Nevertheless, the party’s old guard still contained a number of problematic elements, she said, pointing out an ongoing court case the forum is pursuing against Roeland Raes, a leading Vlaams Blok official, who denied the Holocaust in an interview on Dutch television.

“If you look at what they did with Raes, it says a lot. They took away his official responsibilities in the party, but they haven’t throw him out,” she said.

Marinower said it was difficult to assess Jews who may have voted for the Blok because there were no statistics available, but that the phenomenon clearly existed.

“Certain people have become attached since they adopted new tactics in 2001 when there were the first incidents of attacks on Jews by youngsters of Arab origin,” he said. “Evidently, this ‘your enemy’s enemy’ approach has had an effect on some people.”

But that should not mask what kind of party the Vlaams Blok was, he said.

“These are people who continue to honor the memory of the most vehement collaborators” with the Nazis, “and they are still doing it at exactly the same time we are commemorating the 60th anniversary of the liberation,” he said.

Those comments refer to an August 2004 ceremony that honored three of Belgiums best-known wartime collaborators. The ceremony was attended by the Vlaams Blok’s senior leadership.

For her part, Frohman warned that people should not be fooled by the party’s attempts to curry favor with Antwerp’s Jewish population.

“At the moment it suits them to be good with the Jews and attack Muslims particularly after what just happened in Holland,” she said, a reference to the recent murder of a Dutch filmmaker who produced a film exposing radical Islamist elements in the country.

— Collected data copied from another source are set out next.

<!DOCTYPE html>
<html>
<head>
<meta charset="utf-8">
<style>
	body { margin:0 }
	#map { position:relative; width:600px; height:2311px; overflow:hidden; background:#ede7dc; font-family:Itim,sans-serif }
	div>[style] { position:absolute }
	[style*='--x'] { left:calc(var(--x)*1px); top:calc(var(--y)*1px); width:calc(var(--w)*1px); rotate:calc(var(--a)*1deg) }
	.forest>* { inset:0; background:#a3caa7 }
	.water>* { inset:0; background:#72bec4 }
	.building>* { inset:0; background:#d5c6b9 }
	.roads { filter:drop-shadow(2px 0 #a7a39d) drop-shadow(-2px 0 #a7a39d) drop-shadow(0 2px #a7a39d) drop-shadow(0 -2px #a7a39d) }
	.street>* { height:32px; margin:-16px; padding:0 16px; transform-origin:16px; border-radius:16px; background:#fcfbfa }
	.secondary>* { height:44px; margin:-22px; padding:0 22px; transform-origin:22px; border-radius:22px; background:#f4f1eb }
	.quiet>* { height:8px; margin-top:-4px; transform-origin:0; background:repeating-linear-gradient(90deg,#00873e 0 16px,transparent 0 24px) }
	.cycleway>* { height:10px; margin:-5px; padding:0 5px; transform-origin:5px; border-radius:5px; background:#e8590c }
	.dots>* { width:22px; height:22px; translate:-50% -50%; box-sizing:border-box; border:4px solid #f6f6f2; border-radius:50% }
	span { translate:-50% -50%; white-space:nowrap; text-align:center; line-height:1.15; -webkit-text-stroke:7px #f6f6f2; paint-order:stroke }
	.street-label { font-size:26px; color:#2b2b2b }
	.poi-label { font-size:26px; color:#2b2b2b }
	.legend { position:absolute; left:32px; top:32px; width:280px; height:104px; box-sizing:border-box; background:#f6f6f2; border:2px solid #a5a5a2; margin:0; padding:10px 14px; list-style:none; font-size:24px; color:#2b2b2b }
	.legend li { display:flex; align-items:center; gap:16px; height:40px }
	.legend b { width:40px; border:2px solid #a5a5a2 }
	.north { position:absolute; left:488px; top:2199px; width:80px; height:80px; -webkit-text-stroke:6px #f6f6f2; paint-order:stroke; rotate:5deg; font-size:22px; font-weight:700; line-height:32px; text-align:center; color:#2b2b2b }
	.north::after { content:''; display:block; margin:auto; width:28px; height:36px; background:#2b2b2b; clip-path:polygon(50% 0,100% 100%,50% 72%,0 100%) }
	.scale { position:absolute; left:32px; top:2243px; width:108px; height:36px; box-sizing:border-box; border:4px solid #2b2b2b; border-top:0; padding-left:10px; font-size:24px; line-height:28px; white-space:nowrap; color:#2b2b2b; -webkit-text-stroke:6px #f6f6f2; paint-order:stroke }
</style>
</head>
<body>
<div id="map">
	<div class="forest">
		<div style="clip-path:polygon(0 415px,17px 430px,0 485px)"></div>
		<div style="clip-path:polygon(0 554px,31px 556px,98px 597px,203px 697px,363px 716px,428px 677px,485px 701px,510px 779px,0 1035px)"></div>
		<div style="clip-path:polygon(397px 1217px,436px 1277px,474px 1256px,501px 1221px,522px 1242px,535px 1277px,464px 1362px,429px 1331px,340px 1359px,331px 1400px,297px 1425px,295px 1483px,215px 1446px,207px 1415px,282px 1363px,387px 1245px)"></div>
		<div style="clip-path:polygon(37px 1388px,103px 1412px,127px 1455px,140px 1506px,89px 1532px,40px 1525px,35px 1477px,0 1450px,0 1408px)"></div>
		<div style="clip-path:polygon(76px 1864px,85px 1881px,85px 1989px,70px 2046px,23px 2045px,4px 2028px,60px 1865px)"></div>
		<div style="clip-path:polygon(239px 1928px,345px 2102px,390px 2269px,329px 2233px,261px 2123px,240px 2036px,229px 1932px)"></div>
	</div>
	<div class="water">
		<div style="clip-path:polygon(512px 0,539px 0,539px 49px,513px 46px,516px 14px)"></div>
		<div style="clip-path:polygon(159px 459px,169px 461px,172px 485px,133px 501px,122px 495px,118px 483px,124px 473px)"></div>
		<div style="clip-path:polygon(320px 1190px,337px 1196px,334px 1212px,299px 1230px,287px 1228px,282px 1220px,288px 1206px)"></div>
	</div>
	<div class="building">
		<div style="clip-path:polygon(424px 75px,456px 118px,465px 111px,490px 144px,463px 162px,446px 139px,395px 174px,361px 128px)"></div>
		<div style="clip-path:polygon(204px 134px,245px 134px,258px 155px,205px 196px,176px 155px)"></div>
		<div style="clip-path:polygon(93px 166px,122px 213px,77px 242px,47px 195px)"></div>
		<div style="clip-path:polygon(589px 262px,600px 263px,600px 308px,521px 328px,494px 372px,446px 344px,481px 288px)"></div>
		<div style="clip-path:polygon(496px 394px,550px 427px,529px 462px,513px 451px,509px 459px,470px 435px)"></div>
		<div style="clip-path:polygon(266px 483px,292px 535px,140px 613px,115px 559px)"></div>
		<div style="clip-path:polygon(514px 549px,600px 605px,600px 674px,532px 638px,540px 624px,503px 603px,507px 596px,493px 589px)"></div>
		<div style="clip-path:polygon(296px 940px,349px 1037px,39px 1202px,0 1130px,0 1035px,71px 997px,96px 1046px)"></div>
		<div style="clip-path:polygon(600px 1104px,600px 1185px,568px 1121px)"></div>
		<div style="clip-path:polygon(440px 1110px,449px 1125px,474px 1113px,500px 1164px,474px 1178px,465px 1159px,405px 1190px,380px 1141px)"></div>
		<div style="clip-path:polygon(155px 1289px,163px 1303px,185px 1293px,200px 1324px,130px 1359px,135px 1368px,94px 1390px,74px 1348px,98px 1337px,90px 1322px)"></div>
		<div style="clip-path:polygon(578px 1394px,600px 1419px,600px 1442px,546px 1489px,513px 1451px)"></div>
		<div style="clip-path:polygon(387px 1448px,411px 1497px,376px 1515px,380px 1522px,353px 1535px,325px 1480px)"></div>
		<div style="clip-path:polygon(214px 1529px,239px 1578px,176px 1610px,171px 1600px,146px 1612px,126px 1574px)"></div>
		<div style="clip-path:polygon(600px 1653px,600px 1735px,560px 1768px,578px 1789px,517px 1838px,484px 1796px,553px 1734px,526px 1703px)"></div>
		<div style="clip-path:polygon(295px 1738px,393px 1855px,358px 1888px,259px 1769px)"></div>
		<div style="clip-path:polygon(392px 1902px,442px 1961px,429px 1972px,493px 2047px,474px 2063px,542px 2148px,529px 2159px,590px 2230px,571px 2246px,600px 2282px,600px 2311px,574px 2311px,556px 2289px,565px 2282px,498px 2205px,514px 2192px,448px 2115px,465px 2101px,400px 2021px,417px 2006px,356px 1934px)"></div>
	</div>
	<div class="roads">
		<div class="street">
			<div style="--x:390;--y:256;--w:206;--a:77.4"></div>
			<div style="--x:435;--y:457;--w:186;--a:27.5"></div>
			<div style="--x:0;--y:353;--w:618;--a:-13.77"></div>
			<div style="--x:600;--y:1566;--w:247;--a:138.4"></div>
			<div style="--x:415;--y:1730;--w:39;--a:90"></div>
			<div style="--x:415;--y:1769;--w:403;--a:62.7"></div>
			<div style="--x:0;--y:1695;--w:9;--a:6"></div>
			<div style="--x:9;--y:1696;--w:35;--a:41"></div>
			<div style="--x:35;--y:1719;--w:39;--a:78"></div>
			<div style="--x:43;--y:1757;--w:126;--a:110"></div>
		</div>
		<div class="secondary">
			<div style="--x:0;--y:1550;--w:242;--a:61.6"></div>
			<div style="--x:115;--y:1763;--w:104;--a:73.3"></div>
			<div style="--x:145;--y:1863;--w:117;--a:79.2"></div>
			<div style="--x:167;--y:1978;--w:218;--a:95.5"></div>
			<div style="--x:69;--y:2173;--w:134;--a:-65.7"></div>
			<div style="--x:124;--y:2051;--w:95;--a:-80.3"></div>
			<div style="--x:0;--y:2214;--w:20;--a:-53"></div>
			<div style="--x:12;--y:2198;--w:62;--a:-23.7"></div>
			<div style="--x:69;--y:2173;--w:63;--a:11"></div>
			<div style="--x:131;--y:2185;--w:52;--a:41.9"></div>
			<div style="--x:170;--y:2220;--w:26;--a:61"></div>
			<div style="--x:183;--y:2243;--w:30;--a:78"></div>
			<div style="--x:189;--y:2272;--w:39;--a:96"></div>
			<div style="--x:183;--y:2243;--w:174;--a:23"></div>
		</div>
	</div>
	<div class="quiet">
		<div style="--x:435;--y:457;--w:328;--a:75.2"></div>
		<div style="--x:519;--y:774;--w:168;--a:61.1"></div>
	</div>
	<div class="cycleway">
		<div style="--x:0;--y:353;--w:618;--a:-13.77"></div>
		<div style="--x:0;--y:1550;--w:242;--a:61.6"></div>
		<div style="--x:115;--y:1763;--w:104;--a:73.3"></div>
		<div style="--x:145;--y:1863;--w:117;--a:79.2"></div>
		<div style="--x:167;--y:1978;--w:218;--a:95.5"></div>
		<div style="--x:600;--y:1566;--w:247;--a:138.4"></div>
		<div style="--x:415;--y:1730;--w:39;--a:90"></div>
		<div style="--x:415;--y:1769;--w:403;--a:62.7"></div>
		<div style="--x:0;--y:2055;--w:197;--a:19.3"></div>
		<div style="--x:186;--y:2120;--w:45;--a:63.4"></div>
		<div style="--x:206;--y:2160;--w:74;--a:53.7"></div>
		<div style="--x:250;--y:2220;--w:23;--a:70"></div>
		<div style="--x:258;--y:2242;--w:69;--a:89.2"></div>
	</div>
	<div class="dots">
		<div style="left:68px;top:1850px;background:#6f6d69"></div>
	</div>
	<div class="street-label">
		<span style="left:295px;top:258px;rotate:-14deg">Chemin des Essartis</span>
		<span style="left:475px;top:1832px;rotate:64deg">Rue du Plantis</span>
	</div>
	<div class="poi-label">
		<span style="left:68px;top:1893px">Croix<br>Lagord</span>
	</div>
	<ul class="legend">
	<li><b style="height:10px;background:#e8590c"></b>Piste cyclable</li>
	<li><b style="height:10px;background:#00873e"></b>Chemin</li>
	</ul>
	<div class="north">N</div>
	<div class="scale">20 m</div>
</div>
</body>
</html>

“But it always ends with the Jews,” Frohman said.

With the Vlaams Blok continuing to grow some are beginning to consider whether blocking the party from power in regional and local government has been an effective tactic.

Known as the “cordon sanitaire,” or safety barrier, the tactic has not stopped people voting for the Vlaams Blok, while the fact that it has not held power means that it has never been forced to present a positive agenda for governing, Keeser said.

“I don’t believe the cordon is safe,” Keeser said, adding that “once the blok is in government, people will see that they have no policies for the whole community.”

Such an approach has already had a certain degree of effectiveness in individual cases in Europe. In Austria, for example, Jorg Haider’s far-right Freedom Party suffered an electoral downturn after it assumed governmental posts.

But there were clear dangers with such a tactic, said Serge Cwajgenbaum, the secretary-general of the Paris-based European Jewish Congress.

“The authorities in Belgium have sent a strong warning that there is no political cover for racism. The first step must always be to try to marginalize” far-right groups, Cwajgenbaum said.